To destroy completely the powers of the Plebeian assembly as an element in the constitution, it was necessary not merely to subordinate its legislative functions to those of the Senate, but to cut short the dangerous and anarchical privileges of its presiding magistrates, the tribunes. Some legislators would have abolished the tribunate altogether; and considering the way in which Tiberius Gracchus and Saturninus had used it, there would have been a fair excuse for so doing. Sulla, however, merely resolved that he would invent rules which should for the future keep tribunes out of mischief. It was not enough that a senatus auctoritas should be required for any bill that they might bring forward. He determined that they should for the future be nonentities, men unlikely to disturb the state by their personal ascendency or ambition.

This end was secured by the ingenious law which provided that for the future the acceptance of the tribunate should be a complete bar to the holding of any subsequent magistracy in the state. The man who chose to be a tribune would put himself out of the running for any further political promotion. But in spite of this disability, it was conceivable that an ambitious man might become tribune with the intention not of sacrificing any external career, but of being perpetually re-elected to this office like Caius Gracchus of old. Sulla provided against this possibility by repealing the law of B.C. 129, which had made it legal for a man to hold the tribunate in successive years. He enacted that tribunes (and, as we shall see, other magistrates also) should not be chosen again without an interval of ten years between their two tenures of the post.

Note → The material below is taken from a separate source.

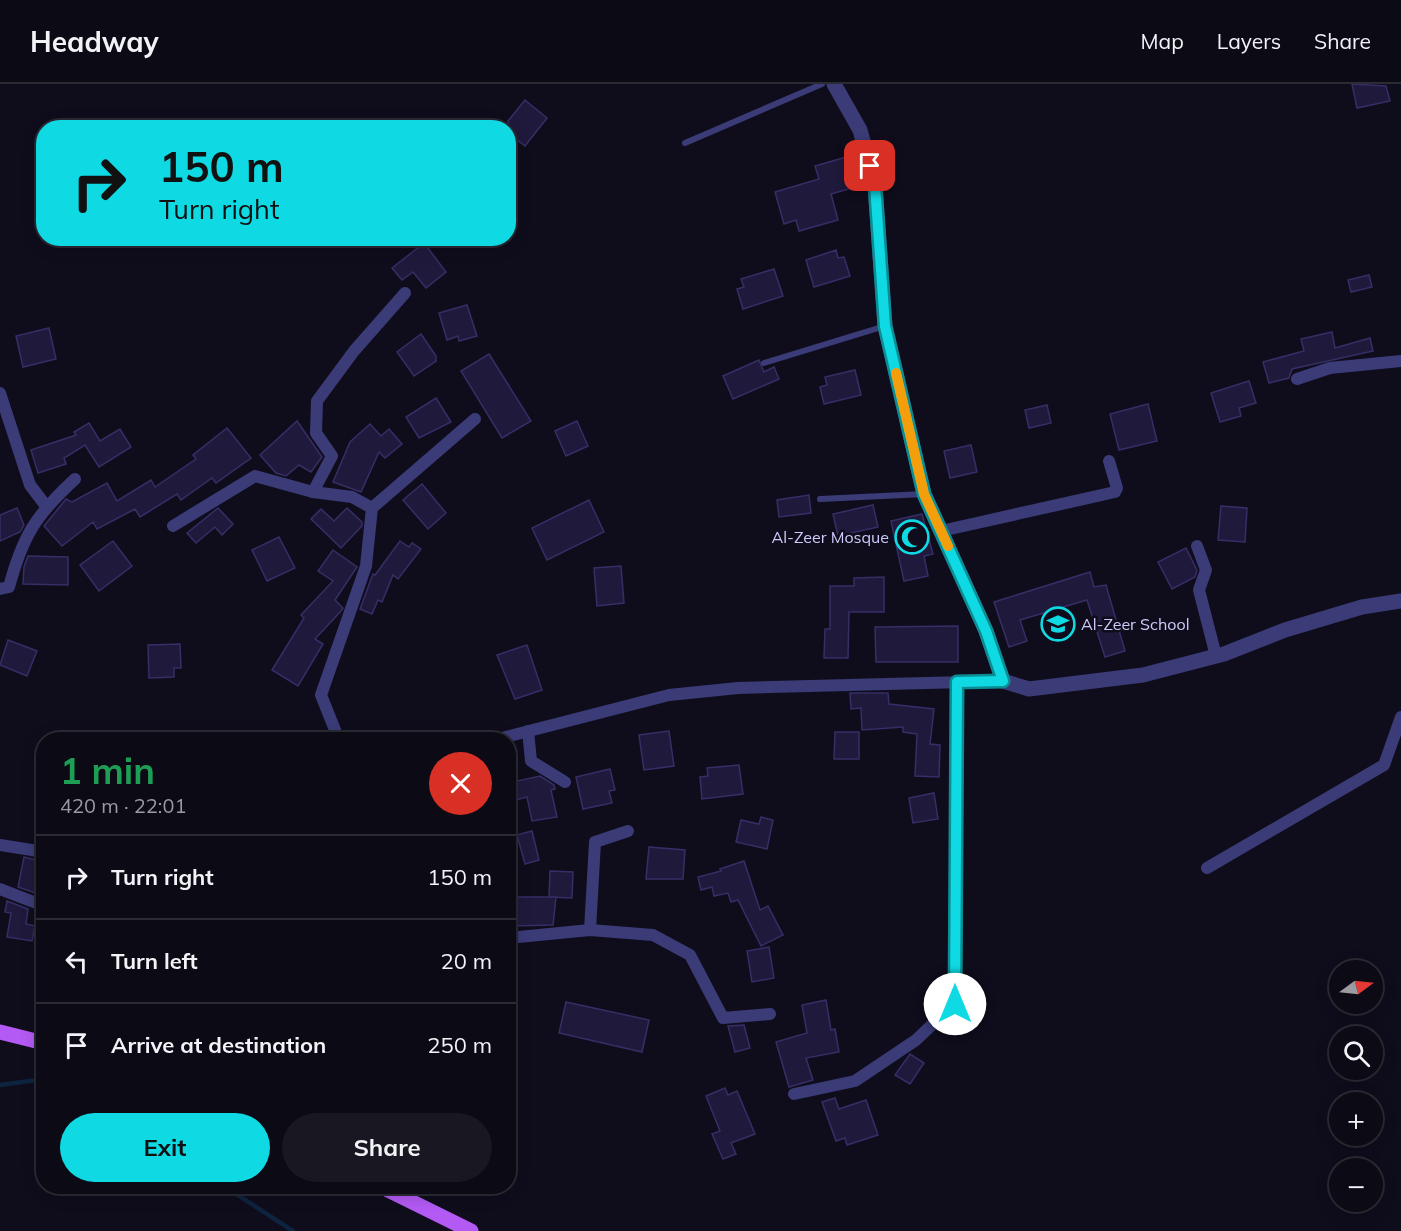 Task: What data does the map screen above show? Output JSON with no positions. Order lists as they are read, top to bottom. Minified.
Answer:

Thus it was secured that for the future no man of more than fifth-rate ambition would become a tribune, since by putting in for a nomination he cut himself off from all hope of a brilliant and continuous public career.

But even the nobodies who would now hold the office were not to be left shackled only by their own nothingness. Sulla gave the Senate a power of fining the tribunes for any conduct that it might consider illegal or unbecoming, so that they had to live in awe of the governing body all their days. If they held too many noisy public meetings or dared to use their veto freely, they might find themselves saddled with a crushing penalty and reduced to poverty. The only power, in short, which remained untouched among the tribune’s privileges, was that which he had been given when the office was first invented in the days of the early Republic, the jus auxilii ferendi, or right to intervene in behalf of the individual Roman citizen who might be suffering oppression.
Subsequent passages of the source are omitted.